EXERCISE DESCRIPTION:
If an entry holds a picture, leave the picture out and copy the rest exactly.

--

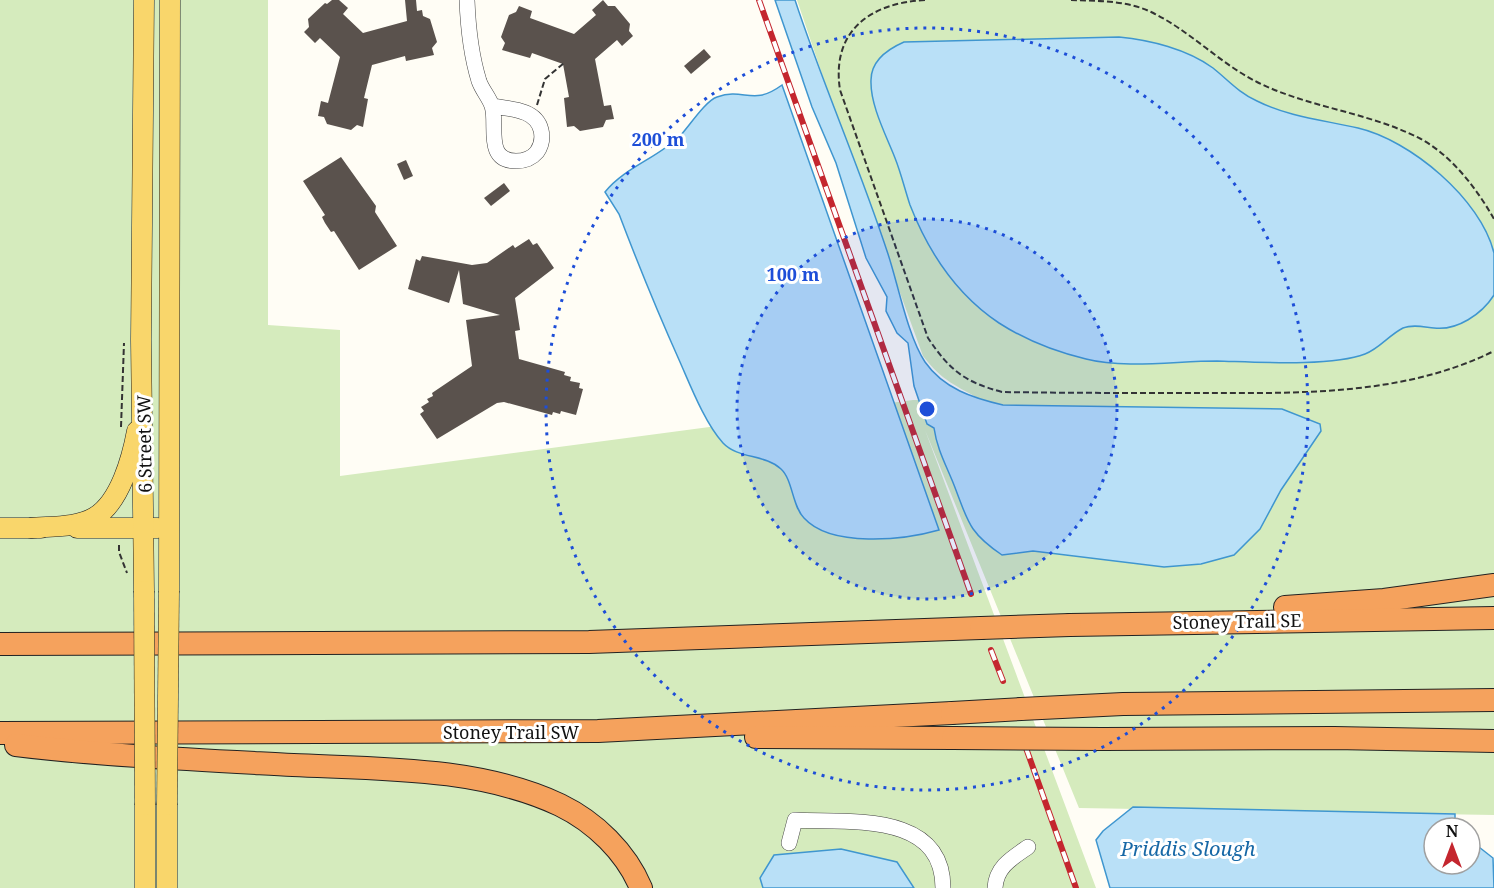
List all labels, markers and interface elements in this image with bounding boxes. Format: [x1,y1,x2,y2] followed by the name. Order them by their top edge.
[632,127,685,151] text: 200 m
[767,262,820,286] text: 100 m
[131,395,157,493] street label: 6 Street SW
[917,399,937,419] centre of rings
[1172,608,1302,634] street label: Stoney Trail SE
[443,720,579,744] street label: Stoney Trail SW
[1422,816,1482,876] north arrow
[1446,820,1459,842] text: N
[1119,835,1256,862] water label: Priddis Slough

--

SOLVED PROBLEM:
List all labels, markers and interface elements in this image with bounding boxes. Format: [x1,y1,x2,y2] followed by the name. Order them by their top edge.
[632,127,685,151] text: 200 m
[767,262,820,286] text: 100 m
[131,395,157,493] street label: 6 Street SW
[917,399,937,419] centre of rings
[1172,608,1302,634] street label: Stoney Trail SE
[443,720,579,744] street label: Stoney Trail SW
[1422,816,1482,876] north arrow
[1446,820,1459,842] text: N
[1119,835,1256,862] water label: Priddis Slough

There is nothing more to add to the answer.